The flowers were Golden aster (Heterotheca villosa), downy gentian (Gentiana puberulenta) obedient plant (Physostegia virginiana), wild sage (Artemisia ludoviciana) and side oats grama (Bouteloua curtipendula).

We started with a guided meditation that centered on the beauty and essence of the flowers. To honor them, we chose watercolors, ink and markers to express the colors and shapes through our creativity.  We played with wet watercolor paper that flowed with color as wet paints were applied. The abstract shapes became flower shapes as details were added later.

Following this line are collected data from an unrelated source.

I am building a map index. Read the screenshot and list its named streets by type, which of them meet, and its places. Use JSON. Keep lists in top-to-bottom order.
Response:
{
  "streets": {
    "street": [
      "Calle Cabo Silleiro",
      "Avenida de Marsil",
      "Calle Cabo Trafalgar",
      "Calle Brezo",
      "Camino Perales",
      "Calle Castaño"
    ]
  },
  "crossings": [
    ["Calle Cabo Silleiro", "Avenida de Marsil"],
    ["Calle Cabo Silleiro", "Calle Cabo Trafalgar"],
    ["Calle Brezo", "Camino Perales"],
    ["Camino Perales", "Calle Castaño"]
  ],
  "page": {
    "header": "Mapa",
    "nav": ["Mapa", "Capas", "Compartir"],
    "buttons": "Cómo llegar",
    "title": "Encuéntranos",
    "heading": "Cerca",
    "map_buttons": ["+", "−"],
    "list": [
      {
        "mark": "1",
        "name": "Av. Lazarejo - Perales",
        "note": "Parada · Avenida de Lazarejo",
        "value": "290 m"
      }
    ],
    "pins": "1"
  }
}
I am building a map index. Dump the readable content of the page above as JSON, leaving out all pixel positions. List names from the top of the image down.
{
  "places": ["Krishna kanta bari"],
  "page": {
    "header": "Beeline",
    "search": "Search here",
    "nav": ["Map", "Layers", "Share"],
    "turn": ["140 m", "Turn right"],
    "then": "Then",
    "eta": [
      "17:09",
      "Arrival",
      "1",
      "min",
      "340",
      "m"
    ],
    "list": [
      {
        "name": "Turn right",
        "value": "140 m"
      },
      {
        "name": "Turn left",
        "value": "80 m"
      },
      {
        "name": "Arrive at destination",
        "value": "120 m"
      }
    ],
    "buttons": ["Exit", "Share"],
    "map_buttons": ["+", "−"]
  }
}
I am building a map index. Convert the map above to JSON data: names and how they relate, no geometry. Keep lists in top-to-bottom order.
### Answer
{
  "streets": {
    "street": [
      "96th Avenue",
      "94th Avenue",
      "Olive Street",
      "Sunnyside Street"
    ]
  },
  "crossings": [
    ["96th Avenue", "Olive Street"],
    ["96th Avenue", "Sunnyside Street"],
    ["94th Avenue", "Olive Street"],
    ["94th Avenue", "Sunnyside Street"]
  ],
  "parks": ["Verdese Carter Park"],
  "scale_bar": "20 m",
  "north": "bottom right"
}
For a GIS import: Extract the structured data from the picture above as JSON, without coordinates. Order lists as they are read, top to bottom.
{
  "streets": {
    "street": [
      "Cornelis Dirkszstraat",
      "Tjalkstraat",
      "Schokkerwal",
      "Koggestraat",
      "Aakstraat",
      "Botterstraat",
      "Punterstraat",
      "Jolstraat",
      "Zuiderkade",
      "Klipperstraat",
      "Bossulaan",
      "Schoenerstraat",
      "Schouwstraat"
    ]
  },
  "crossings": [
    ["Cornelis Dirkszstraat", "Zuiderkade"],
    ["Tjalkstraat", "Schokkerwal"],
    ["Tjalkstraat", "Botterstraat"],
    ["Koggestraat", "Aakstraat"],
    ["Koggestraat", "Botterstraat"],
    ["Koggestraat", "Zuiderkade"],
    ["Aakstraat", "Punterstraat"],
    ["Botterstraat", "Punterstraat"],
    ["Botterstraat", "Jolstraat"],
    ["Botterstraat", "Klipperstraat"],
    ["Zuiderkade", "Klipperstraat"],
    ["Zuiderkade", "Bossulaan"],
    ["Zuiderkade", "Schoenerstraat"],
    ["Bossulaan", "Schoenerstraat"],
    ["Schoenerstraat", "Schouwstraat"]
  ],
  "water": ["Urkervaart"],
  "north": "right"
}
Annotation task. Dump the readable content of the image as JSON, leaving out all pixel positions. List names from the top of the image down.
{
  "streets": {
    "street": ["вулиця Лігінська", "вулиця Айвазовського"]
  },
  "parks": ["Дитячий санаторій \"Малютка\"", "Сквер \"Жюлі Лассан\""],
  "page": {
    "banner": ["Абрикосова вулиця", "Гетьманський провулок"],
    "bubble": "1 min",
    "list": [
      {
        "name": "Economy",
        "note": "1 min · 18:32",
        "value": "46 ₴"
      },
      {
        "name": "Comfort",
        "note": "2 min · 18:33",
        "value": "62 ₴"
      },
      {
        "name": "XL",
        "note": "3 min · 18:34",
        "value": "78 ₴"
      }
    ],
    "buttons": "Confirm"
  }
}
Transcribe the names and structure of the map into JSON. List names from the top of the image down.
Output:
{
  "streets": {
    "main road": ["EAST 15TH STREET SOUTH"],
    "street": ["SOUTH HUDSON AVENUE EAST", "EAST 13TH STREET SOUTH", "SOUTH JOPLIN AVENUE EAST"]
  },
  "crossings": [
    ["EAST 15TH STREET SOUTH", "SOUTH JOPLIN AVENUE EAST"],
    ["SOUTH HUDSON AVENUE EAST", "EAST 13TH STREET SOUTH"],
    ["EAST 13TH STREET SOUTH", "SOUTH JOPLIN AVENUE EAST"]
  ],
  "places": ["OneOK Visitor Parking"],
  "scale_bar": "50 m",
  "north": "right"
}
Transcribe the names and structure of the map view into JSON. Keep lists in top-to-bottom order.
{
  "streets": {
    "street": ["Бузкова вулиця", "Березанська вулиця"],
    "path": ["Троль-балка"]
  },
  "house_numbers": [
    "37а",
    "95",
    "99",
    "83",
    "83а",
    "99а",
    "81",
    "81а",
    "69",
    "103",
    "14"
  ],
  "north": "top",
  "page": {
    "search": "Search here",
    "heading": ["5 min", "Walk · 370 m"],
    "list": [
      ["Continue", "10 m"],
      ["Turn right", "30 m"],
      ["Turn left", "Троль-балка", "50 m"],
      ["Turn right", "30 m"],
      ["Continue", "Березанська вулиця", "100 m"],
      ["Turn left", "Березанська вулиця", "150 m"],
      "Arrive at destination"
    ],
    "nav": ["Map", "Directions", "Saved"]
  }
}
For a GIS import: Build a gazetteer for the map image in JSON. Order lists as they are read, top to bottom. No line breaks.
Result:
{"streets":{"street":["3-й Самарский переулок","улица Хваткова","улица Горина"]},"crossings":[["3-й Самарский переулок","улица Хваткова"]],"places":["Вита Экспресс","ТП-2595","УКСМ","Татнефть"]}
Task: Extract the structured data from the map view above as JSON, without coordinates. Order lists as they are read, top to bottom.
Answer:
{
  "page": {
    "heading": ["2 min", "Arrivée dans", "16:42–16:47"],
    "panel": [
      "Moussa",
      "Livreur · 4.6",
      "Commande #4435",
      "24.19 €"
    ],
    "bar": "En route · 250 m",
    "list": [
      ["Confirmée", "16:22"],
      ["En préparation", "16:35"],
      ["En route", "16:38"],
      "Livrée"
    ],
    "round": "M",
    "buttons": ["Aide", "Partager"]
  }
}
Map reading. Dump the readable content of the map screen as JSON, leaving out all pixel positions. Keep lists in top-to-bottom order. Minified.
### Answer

My Mandala honoring golden aster, blue downy gentian and pink obedient plant

The above mandala with the large yellow aster shape radiates from the painting’s center. The center of this flower is its own circle mandala with yellow petals bursting out in all directions forming another circle.


My second mandala with yellow, blue, pink and tan flowers – details below

This second mandala shows a dance of the four shapes and colors of the yellow aster, blue/purple downy gentian, pink obedient plant and tan side oats grama. The strong colors of yellow and purple are complimentary colors. Complimentary colors intensify each color. They appear brighter and stronger when next to each other.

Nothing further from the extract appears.